U.S. Senator Joe Manchin has promised to block a proposed royalty for minerals extracted on federal land from advancing in the U.S. Senate’s version of the hotly debated reconciliation package, a senate staffer said on Thursday.
Manchin, a West Virginia Democrat and chair of the Senator’s Energy and Natural Resources committee, promised U.S. Senator Catherine Cortez Masto, a Nevada Democrat, that the royalty proposal would not be included in the Senate’s final reconciliation language, according to Cortez Masto’s office.
Manchin’s office declined to comment.
The pledge to block the royalty proposal in committee and the full Senate is the latest example of Manchin’s newfound role as a legislative powerbroker in the evenly divided chamber.
Last month, the U.S. House of Representative’s Natural Resources Committee added language to the proposed $3.5 trillion reconciliation spending measure to set an 8% gross royalty on existing mines and 4% on new ones.
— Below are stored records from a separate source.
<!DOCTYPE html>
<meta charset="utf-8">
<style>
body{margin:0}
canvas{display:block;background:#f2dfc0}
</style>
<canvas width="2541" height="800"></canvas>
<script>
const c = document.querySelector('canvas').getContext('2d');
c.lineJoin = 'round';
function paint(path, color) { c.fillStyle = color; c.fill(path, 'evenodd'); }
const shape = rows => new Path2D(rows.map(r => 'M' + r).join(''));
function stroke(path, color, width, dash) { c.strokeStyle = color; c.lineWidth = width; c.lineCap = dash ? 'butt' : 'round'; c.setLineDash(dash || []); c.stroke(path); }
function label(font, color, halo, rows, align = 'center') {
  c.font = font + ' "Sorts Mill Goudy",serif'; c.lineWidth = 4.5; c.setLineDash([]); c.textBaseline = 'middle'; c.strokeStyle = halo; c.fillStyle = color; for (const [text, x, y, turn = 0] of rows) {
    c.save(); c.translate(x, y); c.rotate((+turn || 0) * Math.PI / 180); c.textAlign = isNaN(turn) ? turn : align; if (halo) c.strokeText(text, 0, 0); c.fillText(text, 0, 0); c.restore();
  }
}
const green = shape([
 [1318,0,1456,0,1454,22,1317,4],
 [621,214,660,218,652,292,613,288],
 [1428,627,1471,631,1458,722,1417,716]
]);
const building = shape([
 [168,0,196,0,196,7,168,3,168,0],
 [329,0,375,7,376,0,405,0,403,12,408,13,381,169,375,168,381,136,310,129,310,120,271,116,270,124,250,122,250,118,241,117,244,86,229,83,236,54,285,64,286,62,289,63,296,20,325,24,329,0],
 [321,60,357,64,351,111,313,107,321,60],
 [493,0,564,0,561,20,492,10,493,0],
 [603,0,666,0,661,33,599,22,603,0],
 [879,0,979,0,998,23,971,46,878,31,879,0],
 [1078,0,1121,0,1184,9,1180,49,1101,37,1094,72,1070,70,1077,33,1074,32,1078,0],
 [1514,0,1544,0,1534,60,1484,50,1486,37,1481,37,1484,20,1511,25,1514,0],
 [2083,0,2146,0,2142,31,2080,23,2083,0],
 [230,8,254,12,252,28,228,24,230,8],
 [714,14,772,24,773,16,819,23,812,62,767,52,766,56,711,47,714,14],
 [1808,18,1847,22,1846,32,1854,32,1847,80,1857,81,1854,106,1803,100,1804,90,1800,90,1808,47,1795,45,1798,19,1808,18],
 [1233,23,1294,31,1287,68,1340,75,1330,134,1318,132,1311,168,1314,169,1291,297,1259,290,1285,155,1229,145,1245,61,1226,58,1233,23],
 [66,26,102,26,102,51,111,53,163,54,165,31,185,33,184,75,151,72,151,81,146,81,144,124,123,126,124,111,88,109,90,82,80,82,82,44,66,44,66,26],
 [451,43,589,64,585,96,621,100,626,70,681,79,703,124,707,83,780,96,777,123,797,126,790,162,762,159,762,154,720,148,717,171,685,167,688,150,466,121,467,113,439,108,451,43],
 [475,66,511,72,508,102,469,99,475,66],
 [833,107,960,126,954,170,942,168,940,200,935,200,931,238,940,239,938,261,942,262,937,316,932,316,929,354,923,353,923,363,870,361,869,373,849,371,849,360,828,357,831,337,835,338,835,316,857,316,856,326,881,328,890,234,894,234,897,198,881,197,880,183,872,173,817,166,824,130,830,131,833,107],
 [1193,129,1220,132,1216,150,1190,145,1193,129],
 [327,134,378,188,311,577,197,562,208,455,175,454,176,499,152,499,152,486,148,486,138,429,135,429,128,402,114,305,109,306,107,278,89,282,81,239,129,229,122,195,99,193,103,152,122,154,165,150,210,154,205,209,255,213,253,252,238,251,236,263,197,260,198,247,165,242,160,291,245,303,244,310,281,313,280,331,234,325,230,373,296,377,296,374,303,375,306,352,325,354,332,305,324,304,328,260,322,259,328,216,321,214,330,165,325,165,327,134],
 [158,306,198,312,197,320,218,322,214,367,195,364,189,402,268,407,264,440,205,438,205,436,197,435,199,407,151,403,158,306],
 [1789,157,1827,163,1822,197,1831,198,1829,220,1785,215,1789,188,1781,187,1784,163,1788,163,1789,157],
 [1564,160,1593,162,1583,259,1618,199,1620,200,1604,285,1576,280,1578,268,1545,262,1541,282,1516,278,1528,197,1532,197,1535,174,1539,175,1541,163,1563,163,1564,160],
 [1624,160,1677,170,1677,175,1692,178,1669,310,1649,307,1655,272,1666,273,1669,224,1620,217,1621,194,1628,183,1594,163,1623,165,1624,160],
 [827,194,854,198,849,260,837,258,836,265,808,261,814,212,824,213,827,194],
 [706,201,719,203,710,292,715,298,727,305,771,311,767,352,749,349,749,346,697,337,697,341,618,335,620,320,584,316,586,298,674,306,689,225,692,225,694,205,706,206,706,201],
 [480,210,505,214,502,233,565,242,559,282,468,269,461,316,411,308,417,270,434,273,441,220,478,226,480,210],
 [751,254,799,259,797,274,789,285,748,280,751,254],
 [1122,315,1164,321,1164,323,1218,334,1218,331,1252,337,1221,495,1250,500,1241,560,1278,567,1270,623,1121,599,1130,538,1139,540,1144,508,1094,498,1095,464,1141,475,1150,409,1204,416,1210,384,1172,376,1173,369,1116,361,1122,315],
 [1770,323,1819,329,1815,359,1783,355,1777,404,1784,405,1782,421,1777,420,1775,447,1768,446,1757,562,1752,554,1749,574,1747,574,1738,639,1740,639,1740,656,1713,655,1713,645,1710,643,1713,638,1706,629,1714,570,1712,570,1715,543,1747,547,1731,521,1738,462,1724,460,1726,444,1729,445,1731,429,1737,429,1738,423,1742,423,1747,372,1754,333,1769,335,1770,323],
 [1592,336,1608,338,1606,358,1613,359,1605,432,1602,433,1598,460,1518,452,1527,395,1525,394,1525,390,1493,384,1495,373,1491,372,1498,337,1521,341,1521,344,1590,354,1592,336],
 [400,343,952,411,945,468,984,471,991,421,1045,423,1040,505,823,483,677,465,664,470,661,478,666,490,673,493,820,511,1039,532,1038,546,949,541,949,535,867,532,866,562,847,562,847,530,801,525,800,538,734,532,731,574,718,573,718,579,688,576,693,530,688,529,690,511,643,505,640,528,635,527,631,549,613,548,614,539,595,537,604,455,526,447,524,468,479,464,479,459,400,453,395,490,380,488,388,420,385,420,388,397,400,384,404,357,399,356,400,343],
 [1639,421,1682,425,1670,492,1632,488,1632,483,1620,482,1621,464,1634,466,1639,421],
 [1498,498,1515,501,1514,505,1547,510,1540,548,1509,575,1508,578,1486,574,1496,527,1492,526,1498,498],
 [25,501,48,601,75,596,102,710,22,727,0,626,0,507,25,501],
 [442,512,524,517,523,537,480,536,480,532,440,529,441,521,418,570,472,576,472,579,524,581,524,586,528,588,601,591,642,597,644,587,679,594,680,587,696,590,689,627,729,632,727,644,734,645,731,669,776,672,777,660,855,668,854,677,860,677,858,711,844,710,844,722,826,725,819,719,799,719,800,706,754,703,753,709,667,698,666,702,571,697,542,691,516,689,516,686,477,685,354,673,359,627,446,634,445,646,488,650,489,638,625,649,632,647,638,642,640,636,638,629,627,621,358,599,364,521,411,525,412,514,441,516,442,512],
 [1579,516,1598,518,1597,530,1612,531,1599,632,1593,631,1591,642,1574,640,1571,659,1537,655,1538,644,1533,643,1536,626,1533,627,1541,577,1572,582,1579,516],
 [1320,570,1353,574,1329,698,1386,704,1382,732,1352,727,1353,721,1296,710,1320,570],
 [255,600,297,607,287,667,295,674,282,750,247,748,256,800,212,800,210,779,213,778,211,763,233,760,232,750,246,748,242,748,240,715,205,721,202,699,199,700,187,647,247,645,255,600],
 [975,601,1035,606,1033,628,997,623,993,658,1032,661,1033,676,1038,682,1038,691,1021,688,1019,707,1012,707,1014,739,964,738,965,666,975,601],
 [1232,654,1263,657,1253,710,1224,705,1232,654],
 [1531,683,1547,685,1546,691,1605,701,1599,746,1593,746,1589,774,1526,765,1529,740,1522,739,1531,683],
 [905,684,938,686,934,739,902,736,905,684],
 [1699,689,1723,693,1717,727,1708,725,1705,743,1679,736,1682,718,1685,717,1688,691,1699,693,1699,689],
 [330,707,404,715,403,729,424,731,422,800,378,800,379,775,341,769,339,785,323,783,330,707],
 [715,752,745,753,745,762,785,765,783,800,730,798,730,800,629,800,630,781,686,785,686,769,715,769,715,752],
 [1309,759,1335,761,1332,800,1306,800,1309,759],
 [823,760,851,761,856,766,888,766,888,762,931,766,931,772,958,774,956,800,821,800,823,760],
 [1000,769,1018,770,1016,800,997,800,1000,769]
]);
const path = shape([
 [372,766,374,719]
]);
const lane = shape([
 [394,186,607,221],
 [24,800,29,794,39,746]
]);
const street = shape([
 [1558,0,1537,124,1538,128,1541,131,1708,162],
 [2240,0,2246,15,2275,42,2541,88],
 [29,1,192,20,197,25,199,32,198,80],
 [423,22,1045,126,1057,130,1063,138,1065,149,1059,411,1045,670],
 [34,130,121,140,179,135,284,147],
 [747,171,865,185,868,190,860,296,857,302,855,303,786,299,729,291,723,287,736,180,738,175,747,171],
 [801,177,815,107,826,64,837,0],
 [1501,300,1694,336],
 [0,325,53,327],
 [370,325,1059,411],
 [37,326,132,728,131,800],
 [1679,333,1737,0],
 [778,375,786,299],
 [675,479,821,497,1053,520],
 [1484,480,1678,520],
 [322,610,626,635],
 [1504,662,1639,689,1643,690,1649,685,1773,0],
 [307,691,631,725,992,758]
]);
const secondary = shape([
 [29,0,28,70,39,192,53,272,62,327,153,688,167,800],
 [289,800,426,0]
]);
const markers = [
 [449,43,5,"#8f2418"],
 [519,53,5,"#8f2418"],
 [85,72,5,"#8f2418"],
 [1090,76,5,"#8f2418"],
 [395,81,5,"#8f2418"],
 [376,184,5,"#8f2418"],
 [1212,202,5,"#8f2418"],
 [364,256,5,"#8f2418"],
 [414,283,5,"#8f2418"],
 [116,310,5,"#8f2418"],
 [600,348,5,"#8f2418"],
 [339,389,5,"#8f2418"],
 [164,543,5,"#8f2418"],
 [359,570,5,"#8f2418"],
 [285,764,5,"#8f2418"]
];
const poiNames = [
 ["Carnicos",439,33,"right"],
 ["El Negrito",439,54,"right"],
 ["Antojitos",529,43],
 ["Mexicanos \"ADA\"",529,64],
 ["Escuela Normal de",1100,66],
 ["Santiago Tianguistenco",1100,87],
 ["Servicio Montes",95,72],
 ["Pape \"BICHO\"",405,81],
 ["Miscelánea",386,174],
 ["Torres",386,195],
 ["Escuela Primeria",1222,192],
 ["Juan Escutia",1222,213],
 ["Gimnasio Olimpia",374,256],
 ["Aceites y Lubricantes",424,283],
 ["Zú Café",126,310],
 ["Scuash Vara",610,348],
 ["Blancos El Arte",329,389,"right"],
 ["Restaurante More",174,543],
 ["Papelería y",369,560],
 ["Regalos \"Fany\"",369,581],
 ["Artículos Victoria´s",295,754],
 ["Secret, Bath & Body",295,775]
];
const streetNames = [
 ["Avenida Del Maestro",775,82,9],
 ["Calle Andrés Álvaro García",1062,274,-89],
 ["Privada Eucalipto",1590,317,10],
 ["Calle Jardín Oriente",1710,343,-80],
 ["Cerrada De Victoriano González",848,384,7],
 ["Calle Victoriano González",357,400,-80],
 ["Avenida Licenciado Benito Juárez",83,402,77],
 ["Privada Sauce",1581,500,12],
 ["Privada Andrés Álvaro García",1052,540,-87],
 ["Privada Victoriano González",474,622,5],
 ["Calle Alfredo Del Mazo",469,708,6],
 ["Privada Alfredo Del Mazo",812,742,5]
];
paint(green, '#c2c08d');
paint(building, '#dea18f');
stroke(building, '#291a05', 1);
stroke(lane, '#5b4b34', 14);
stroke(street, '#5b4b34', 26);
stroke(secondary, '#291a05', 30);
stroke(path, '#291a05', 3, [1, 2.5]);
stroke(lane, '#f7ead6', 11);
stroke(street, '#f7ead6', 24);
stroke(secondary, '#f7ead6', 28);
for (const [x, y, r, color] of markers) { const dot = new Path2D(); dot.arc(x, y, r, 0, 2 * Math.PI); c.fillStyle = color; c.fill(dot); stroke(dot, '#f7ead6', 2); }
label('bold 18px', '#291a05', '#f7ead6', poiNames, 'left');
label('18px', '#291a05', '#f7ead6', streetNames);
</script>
Supporters project that the measure, which would also set a 7-cent fee for every ton of rock moved, would raise about $2 billion over 10 years.
It was designed to be one of the most-substantial changes to the law that has governed U.S. mining since 1872, which did not set royalties in order to encourage development of the western United States.
Not every politician in the region, which has vast stretches of federal lands, was happy that the royalty plan could be blocked. “Every day that goes by without a hard rock royalty in place means more toxic metals in our western watersheds,” said Senator Martin Heinrich, a New Mexico Democrat. Royalties would support the cleanup of thousands of abandoned mines, Heinrich said.
Mining companies support only a slight tweak in the law, but environmental groups have long urged charging the industry a fee to extract minerals on taxpayer-owned land.
Nevada produces more gold and silver than any other state and has lithium projects under development from Lithium Americas Corp, ioneer Ltd and others. Cortez Masto, who is up for re-election in 2022, has been one of few Democrats supporting the mining industry’s position.
Tensions are rising in the United States over how best to procure minerals needed to produce renewable energy technologies. President Joe Biden has yet to take a public stance on the issue, though privately he has signaled plans to rely on allies for metals needed in electric vehicles, Reuters reported earlier this year.